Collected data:
+++
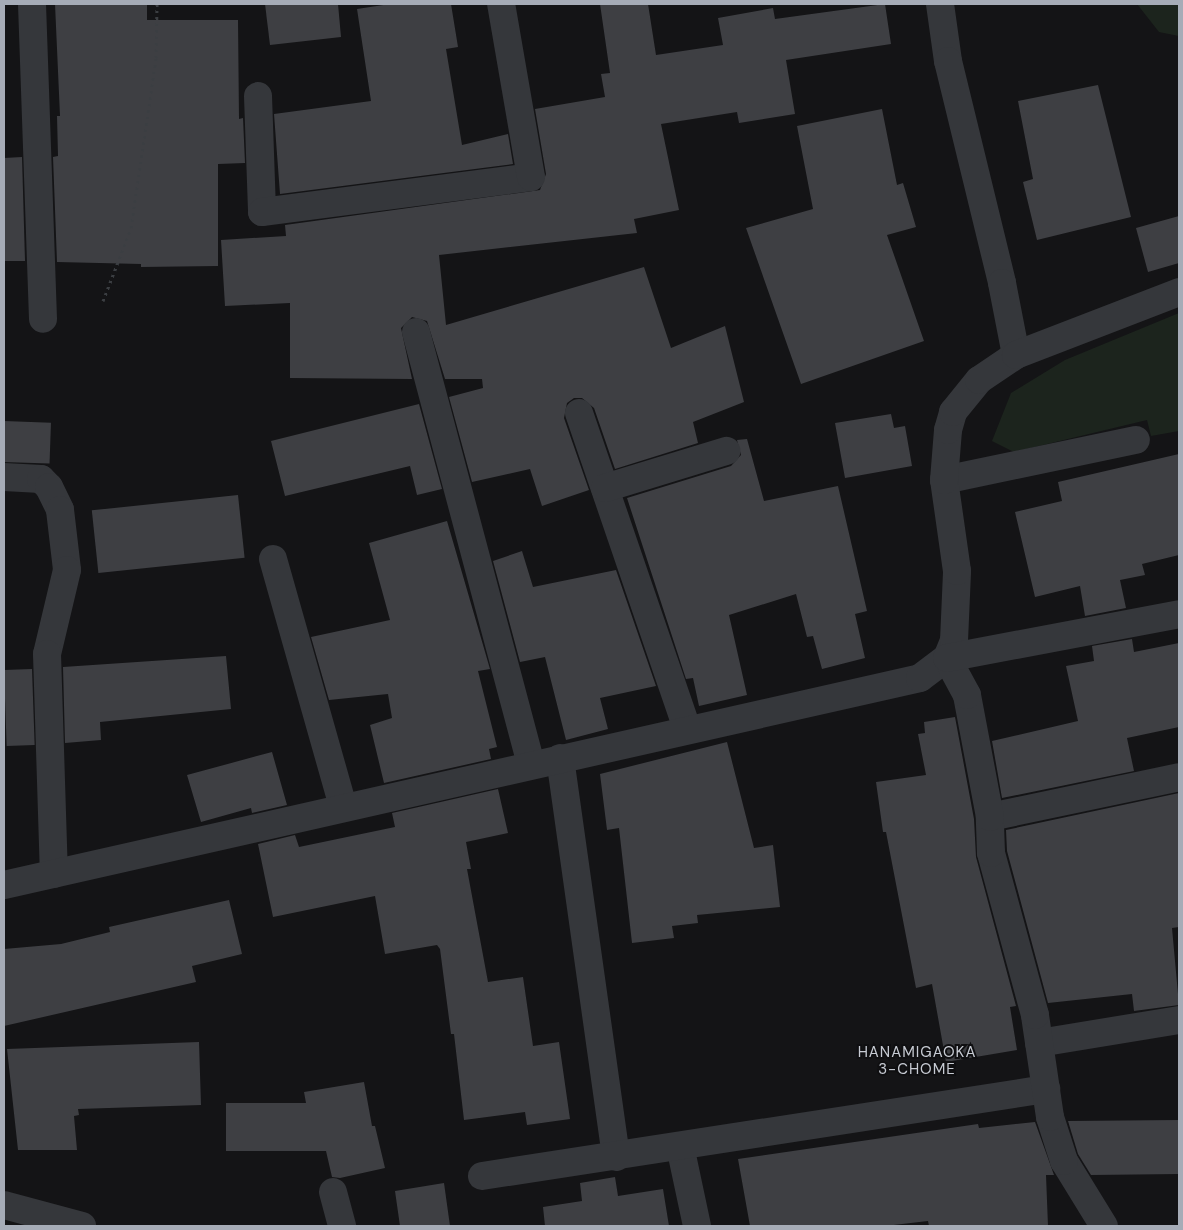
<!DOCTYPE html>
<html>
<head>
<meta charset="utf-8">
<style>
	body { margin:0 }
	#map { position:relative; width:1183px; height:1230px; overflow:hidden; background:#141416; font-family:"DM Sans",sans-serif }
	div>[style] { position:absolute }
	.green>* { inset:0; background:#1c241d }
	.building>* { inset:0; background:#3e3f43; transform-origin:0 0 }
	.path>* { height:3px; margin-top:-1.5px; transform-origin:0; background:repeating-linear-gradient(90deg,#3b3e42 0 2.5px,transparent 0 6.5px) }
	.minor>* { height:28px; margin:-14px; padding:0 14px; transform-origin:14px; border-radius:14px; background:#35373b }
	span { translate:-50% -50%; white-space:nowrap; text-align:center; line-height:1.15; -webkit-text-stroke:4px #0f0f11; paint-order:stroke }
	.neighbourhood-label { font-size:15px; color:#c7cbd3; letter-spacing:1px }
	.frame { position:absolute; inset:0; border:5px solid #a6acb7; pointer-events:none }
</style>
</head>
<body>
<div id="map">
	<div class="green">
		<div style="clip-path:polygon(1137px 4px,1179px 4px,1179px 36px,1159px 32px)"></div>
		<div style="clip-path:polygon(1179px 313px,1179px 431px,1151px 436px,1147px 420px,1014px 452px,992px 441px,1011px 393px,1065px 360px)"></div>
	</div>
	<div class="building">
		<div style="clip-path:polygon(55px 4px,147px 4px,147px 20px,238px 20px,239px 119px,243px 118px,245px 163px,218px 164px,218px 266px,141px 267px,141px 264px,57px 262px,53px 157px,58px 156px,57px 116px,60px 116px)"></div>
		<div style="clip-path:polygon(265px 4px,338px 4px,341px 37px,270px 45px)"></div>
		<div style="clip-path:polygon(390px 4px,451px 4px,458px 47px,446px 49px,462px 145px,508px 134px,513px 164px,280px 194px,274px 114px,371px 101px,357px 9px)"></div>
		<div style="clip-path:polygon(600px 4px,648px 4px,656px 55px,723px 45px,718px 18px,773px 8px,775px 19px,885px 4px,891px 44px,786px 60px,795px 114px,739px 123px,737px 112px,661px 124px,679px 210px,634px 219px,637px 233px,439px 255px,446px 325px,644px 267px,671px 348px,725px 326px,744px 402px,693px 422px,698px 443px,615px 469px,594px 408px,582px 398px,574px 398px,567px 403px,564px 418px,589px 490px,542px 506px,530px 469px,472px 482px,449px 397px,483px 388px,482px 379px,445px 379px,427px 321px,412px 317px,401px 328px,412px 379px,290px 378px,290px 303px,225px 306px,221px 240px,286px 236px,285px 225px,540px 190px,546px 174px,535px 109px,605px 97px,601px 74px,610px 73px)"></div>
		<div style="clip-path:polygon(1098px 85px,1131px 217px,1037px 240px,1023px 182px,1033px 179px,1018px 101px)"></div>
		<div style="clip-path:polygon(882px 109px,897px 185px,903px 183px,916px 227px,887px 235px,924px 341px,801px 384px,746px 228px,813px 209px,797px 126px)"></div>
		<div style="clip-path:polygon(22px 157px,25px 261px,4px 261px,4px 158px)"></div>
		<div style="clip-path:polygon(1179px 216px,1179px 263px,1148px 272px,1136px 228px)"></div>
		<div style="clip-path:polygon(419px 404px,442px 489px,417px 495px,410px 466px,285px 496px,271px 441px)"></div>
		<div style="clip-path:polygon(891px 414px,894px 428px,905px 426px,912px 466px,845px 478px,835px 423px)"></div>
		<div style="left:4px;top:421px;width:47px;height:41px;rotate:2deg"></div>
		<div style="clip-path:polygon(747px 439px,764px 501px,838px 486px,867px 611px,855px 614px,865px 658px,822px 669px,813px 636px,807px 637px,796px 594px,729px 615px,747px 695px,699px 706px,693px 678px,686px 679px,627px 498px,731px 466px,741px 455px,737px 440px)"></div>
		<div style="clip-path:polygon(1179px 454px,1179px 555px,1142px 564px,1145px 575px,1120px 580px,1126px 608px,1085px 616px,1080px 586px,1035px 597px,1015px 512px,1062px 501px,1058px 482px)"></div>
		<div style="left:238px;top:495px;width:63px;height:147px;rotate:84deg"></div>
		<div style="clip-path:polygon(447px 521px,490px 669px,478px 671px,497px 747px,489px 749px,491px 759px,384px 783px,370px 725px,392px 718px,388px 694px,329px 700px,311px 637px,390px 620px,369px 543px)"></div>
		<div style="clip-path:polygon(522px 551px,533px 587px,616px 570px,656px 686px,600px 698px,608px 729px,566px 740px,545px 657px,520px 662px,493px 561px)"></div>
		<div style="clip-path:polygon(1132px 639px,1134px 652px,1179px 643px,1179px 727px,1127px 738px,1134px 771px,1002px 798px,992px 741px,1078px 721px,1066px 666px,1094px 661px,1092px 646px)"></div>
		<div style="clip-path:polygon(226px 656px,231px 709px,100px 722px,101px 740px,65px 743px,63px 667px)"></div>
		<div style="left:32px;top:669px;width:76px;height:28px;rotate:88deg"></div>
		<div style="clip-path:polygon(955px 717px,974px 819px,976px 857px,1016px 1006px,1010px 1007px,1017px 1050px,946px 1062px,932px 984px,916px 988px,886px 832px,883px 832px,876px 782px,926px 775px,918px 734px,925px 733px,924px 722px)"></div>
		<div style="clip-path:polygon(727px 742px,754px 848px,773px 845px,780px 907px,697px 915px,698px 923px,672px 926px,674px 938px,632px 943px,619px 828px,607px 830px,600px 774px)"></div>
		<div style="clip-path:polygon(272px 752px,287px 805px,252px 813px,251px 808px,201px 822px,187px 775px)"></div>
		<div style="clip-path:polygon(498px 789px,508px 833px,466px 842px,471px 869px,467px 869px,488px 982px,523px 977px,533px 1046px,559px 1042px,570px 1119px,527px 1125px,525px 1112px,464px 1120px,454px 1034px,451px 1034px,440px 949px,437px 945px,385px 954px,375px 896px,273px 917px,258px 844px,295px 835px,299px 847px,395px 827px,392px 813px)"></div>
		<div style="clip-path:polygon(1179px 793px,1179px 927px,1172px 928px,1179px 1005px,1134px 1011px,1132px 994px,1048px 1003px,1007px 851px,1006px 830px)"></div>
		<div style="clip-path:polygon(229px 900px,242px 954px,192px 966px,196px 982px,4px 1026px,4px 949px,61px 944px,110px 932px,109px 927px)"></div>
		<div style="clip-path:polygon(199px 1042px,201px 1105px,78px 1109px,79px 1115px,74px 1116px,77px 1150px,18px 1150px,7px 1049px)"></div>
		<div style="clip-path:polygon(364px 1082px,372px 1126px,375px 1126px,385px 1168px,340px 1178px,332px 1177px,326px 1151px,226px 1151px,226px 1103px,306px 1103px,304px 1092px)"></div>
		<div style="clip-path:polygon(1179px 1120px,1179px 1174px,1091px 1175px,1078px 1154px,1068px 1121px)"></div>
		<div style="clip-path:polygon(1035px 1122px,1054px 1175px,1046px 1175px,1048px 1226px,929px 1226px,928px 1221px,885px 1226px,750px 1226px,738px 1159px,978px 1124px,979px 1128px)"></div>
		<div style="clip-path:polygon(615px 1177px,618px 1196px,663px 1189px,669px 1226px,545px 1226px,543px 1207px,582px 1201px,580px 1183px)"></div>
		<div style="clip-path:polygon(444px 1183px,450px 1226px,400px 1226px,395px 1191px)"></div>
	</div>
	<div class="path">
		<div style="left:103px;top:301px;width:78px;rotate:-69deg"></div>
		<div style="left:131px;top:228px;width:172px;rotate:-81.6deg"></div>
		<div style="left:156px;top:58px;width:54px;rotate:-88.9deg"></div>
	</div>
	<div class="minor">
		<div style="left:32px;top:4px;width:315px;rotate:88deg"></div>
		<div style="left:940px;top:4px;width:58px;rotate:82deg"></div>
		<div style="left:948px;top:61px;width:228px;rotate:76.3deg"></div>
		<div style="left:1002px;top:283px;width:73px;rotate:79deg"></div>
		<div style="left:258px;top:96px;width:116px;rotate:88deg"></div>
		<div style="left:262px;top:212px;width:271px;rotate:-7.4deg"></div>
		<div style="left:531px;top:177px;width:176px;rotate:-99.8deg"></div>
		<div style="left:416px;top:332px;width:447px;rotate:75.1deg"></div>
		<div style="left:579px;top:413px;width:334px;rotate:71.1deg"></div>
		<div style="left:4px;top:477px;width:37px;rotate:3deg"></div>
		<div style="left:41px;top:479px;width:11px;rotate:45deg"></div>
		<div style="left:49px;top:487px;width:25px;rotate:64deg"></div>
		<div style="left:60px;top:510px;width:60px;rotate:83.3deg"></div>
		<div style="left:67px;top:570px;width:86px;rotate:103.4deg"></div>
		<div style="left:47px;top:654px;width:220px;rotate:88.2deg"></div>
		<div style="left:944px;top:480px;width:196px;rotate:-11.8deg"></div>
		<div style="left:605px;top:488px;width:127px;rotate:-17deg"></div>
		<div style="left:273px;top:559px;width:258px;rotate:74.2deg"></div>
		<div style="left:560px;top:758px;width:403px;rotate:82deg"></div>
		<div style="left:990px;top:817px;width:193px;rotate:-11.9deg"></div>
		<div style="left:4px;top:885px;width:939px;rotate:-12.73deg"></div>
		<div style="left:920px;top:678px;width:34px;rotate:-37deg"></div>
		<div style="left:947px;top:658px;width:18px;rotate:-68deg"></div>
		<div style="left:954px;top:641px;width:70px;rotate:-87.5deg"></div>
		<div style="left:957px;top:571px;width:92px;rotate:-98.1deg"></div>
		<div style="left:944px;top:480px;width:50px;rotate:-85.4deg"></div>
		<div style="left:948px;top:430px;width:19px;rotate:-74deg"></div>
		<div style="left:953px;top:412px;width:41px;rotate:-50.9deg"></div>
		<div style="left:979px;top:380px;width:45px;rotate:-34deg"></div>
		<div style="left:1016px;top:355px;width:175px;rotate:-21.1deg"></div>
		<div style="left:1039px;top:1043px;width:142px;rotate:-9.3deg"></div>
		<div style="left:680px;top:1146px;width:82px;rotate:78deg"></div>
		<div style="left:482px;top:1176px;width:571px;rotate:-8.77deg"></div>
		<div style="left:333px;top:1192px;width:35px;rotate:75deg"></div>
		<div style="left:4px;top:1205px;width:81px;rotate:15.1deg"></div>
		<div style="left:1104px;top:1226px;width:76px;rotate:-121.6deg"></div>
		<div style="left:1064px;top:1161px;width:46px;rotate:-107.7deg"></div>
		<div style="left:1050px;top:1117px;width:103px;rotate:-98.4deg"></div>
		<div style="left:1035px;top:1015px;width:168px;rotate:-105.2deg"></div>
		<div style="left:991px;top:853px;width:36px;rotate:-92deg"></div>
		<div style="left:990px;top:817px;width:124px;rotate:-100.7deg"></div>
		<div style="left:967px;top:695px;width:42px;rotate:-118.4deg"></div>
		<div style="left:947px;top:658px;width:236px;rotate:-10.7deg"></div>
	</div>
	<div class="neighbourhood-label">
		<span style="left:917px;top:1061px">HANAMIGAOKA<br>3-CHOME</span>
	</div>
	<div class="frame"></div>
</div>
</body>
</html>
+++
• [AIM OF THE TASK]: The first line of the entries, the line containing "position:relative; width:1183px; height:1230px;", and every line between them are to be output exactly; pictures are not.

• [TASK RESPONSE]:
<!DOCTYPE html>
<html>
<head>
<meta charset="utf-8">
<style>
	body { margin:0 }
	#map { position:relative; width:1183px; height:1230px; overflow:hidden; background:#141416; font-family:"DM Sans",sans-serif }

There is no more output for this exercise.